Restoring a Historic Home is More Than Skin-Deep

This 90-year-old home in the Boston area called for a face lift.

March 31, 2003


Before applying new siding, Feinmann Remodeling prepared the house to avoid future moisture problems. After the vinyl siding and the original clapboard siding were removed, damaged structural members were repaired and replaced. Then Grace Ice & Water Shield, a self-adhering, waterproof barrier, was applied around the base of the house on the sheathing. "You can nail through it, and it will seal," Don Hawkes says. As Feinmann progressed up the side wall, workers applied a layer of 15-pound tar paper. For the next step, nailing vertical furring strips to the sheathing created air spaces 3/8 inch thick between the studs. At the bottom and top, a corrugated vent strip covered with screening was installed. "It allows the air to flow through without the problem of bugs," Hawkes says.

This 90-year-old home in the Boston area called for a face lift. The homeowners wanted to maintain the character of the house by retaining original details. But there was more to restoring this house than met the eye.

The house had been neglected for at least 20 years before the current owners bought it, says Don Hawkes, project manager for Feinmann Remodeling Inc., a full-service design/build company in Arlington, Mass. At some point, the house had been re-sided with vinyl siding over the original clapboard wood siding. The front porch had been remodeled and screened, detracting visually from the house. Metal roofing had deteriorated over time, resulting in water leakage through the house's side walls and causing structural damage. Carpenter ants had damaged many areas.

"We found areas where there had been leakage - rotted sheathing, rotted studs, rotted sills," says Hawkes. "The house is located on the shore of a small lake, open to wind-driven water. Because of the exposed location, we wanted to avoid future moisture problems." Feinmann used a channeled siding system to prevent moisture problems (see caption, page 18). In this system, the siding is furred out from the sheathing to create a channel through which moisture can drain or evaporate.

Although there was moisture damage around a number of windows and doors, the clients wanted to keep the original sash. Feinmann replaced the damaged areas, reglazed the sash and installed new storm windows. The company replaced exterior trim, moldings and a bracketed soffit around the perimeter of the roof. New wood gutters were installed in keeping with the house's original character. A leaking slate roof was replaced with asphalt shingles. Flat roofs were replaced with EPDM rubber membrane roofing.
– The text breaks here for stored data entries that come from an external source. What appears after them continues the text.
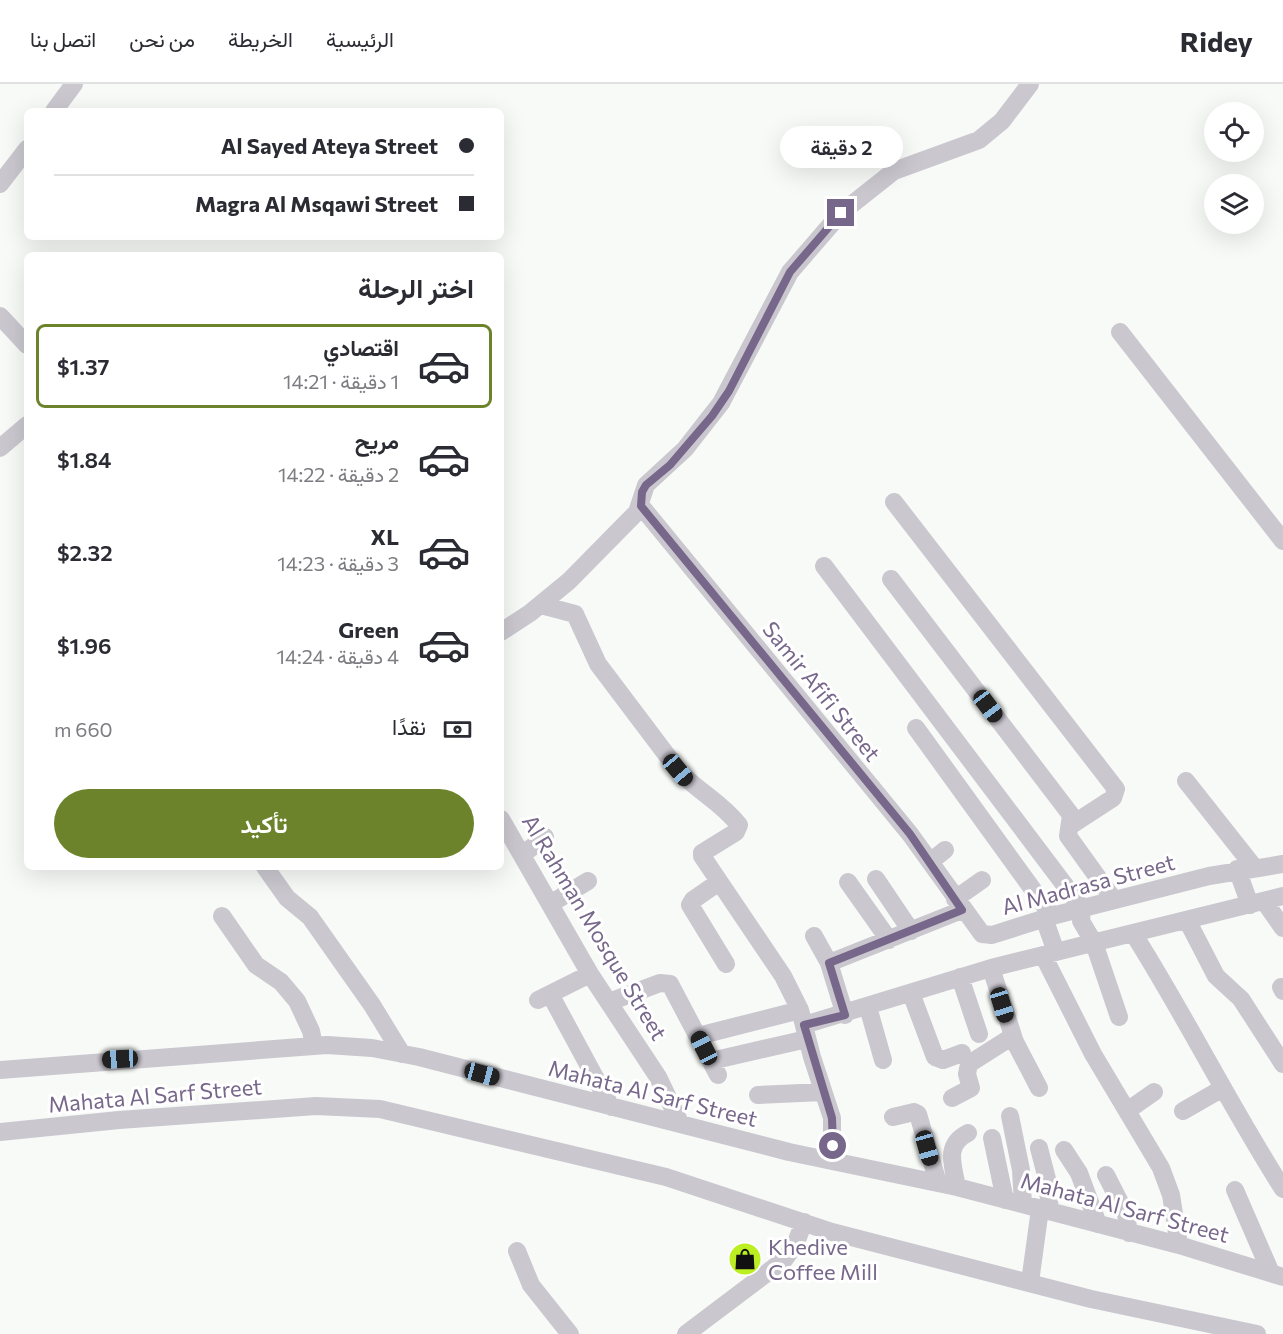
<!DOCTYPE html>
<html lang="ar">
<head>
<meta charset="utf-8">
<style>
	:root { --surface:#fff; --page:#f7f7f7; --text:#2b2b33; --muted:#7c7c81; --line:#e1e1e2; --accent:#6c832b }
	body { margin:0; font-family:Commissioner,Vazirmatn,sans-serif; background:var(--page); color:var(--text); direction:rtl; height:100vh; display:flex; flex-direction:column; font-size:22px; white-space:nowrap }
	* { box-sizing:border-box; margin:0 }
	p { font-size:20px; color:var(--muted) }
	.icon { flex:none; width:33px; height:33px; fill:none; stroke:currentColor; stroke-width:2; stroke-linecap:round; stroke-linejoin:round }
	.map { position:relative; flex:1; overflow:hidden; direction:ltr }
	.details { position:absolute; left:24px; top:168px; width:480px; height:618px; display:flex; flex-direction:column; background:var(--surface); border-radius:9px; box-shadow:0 6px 24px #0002; direction:rtl }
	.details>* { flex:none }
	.banner { position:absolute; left:24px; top:24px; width:480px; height:132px; border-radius:9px; box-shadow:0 6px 24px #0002; direction:rtl; display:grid; align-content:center; height:132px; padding:0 30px; background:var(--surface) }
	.fabs { position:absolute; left:1204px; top:18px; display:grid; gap:12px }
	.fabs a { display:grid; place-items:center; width:60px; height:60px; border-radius:50%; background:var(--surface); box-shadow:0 6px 24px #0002; font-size:30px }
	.end { position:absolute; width:27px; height:27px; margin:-14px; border:8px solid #77678a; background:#fff; box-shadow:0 0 0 3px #fff }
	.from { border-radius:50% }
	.bubble { position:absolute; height:42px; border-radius:21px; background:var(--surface); box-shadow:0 6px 24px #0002; font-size:20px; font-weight:600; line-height:42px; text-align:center; direction:rtl }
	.car { position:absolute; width:18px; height:36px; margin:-18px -9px; border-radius:8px; box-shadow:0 0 4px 2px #0007; background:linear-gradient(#222 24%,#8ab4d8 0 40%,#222 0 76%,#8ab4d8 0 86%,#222 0) }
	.banner b { display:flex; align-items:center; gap:21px; height:57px; font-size:22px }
	.banner b+b { border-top:2px solid var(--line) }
	.banner i { width:15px; height:15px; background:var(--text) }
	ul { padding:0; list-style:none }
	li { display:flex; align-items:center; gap:18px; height:84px; margin:0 12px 9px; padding:0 18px; border:3px solid transparent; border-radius:9px }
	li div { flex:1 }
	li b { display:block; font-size:22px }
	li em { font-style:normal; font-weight:600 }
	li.active { border-color:var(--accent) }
	li>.icon { width:54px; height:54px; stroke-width:1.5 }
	h2 { padding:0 30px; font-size:27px; line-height:72px }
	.pay { display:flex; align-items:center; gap:15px; height:66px; padding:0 30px; font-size:22px }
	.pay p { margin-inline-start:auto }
	.primary-button { display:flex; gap:12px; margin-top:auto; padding:12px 30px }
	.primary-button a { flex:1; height:69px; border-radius:36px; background:var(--accent); color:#fff; font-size:24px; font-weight:600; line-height:69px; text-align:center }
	header { display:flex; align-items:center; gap:36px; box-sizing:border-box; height:84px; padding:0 30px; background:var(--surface); border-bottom:2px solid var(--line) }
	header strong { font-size:28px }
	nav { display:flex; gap:33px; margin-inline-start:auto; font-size:21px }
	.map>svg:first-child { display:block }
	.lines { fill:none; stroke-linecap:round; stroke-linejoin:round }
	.minor { stroke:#cac7cf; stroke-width:18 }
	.route { stroke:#77678a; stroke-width:8 }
	.labels { text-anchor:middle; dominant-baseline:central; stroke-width:6; stroke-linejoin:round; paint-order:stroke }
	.street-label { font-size:22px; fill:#77678a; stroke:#fff }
	.poi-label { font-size:22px; fill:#77678a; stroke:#fff; text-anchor:start }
</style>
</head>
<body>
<header>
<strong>Ridey</strong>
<nav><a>الرئيسية</a><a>الخريطة</a><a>من نحن</a><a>اتصل بنا</a></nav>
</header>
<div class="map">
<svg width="1283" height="1250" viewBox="0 0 1283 1250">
	<rect width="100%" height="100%" fill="#f7faf7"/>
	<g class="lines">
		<!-- minor -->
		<path class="minor" d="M54,27l20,-27
			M0,100l27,-35
			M0,232l27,29
			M1120,248l163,209
			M0,364l27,-23
			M894,418l222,287 -3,9 -43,28
			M641,422l269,328 72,100 10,1 60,-19 157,-40 74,-12
			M824,482l258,342 -1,13 13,22 25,74
			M891,495l180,236 -3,21 46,64
			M541,521l34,9 23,50 80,106c20,22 42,31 61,55l-3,7 -34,21v3l81,120 17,34 12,47 20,61v43
			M501,548l29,-19 39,-32 68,-69 9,-27 39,-36 36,-46 69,-131 51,-59 53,-42 85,-31 23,-19 28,-37
			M916,644l136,188
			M1186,697l68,86
			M501,735l89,155 68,103 22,46
			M522,771l23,-18
			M930,778l15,-12
			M265,783l22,31 23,19 62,88 30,49
			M1237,785l13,36
			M876,795l35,52
			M719,798l-26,18 -3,5 36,59
			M848,798l41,58
			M955,815l27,-19
			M1264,817l19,27
			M550,820l38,-23
			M222,832l34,49 25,17 16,19 14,30 3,15
			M1044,834l12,34
			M1187,836l29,56 25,23 42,65
			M1133,849c53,84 97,173 150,256
			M814,852l15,27 16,52
			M1043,871l50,99 68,114 10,27 8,50
			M829,879l133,-53
			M991,884l24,74 24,46
			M960,893l19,57
			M1281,903l2,4
			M911,909l24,64 8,3 19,-7
			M550,910l61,113
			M538,916l52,-26
			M609,918l51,-19 10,1 48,91
			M868,923l15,53
			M804,941l187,-57 292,-72
			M698,952l102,-26
			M711,977l96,-22
			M0,986l327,-25 45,3 47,9 370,95 168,35 222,58 104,32
			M758,1011l65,-3
			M952,1014l19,-10 -4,-14 2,-10 44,-28
			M1127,1027l27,-19
			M1183,1027l40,-23
			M1010,1032l11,54 2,34
			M893,1033l21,-5 4,2 20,69
			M0,1048l119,-12 197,-14 64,3 286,68 166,55 259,67 166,35
			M992,1054l13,62
			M1039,1064l8,31 3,32
			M1064,1066l15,23 19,51
			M1106,1091l20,39 3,19
			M957,1103c-4,-22 -13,-42 11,-54
			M1235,1106l36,83
			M517,1167l14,34 39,49
			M1030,1198l10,-73
			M686,1250l98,-74 11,-15 9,-23"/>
	</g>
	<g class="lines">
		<!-- route -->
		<path class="route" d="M833,1062l-1,-28 -28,-93 41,-10 -16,-52 133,-53 -52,-76 -269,-328 1,-14 4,-7 24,-20 42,-49 17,-25 61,-119 51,-59"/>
	</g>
	<!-- icons -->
	<defs>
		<symbol id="shop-disc" viewBox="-11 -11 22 22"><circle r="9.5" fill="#bcef22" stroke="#fff"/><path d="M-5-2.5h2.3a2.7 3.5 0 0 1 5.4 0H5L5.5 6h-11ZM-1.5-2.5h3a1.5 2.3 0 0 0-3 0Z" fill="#111"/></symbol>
	</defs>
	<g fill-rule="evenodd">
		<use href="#shop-disc" x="726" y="1156" width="38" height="38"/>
	</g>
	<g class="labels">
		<!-- street labels -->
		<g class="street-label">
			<text transform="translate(822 607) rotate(51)">Samir Afifi Street</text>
			<text transform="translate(1088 800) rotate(-15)">Al Madrasa Street</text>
			<text transform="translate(595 843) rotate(59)">Al Rahman Mosque Street</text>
			<text transform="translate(653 1009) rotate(14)">Mahata Al Sarf Street</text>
			<text transform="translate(155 1011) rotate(-5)">Mahata Al Sarf Street</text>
			<text transform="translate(1125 1123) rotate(15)">Mahata Al Sarf Street</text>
		</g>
		<!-- poi labels -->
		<g class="poi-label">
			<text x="768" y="1162">Khedive<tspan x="768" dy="25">Coffee Mill</tspan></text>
		</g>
	</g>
</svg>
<div class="fabs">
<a><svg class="icon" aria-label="locate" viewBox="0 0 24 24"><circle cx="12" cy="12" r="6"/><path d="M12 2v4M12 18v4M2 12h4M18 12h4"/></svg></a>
<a><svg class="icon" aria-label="layers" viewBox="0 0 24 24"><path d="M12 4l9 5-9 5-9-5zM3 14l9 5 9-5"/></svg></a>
</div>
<i class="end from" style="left:833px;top:1062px"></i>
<i class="end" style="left:841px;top:129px"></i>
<div class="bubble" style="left:780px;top:42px;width:123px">2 دقيقة</div>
<i class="car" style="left:988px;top:622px;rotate:143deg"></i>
<i class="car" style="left:678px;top:686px;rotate:140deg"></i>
<i class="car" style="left:1002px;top:921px;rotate:163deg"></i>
<i class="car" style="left:704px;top:964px;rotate:333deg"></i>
<i class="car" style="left:120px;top:975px;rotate:267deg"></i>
<i class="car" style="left:482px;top:990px;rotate:105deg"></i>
<i class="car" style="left:927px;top:1064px;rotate:164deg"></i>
<div class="banner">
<b><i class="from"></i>Al Sayed Ateya Street</b>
<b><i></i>Magra Al Msqawi Street</b>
</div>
<section class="details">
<h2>اختر الرحلة</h2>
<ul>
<li class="active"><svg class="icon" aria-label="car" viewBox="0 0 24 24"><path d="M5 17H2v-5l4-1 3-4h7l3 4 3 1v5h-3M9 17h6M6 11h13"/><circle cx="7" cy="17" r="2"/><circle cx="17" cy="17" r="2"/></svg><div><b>اقتصادي</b><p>1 دقيقة · 14:21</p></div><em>$1.37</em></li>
<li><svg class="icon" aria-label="car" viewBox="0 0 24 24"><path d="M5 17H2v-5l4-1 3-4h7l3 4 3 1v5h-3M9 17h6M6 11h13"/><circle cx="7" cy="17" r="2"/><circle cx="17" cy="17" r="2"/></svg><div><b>مريح</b><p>2 دقيقة · 14:22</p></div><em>$1.84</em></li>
<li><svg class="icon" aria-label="car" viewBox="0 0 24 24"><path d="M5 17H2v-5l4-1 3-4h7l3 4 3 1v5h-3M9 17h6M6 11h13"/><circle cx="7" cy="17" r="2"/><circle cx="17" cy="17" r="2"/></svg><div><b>XL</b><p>3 دقيقة · 14:23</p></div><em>$2.32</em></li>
<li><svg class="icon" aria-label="car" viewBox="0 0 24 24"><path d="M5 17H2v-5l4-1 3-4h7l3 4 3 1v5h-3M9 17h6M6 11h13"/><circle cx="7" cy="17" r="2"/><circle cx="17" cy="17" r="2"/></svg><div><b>Green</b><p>4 دقيقة · 14:24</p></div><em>$1.96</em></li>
</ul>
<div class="pay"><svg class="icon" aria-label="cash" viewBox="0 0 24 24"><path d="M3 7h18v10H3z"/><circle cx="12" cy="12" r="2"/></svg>نقدًا<p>660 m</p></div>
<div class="primary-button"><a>تأكيد</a></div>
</section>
</div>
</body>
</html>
Trim detail also was designed to allow air to vent out. Western red cedar pre-primed clapboard was attached directly to the furring strips. The clapboard was pre-primed so that the edges were sealed. Everything was primed and sealed before the finish exterior latex paint was applied. "The main thing is to solve the moisture problem," Hawkes says. "It is a fairly labor-intensive way to do it, but through long-term maintenance costs it pays for itself in areas of extreme conditions. The additional labor and material costs added about 15% to the cost of the job."

The front porch, which runs the width of the house, was rebuilt. "We ripped the whole thing off," Hawkes says. It had been built with materials that were not pressure-treated, and the decking was in bad shape. The original stone piers were retained and repaired. The portico columns and railing also were rebuilt.

In all, the exterior restoration of the 5,000-square-foot, three-story house cost about $100,000. "Basically we removed everything and started from scratch with essentially new materials," says Hawkes.

In renovating the historic home, the company had to get approval from the town's historical commission, which dictates strict guidelines for construction. But Hawkes says the group is more concerned about maintaining the character of the original house than in banning modern materials. "The commission is sensitive to the homeowners' needs," he says. In keeping with the strict procedures and in order to demolish the front porch, Feinmann had to demonstrate that the structure was beyond repair and needed replacement.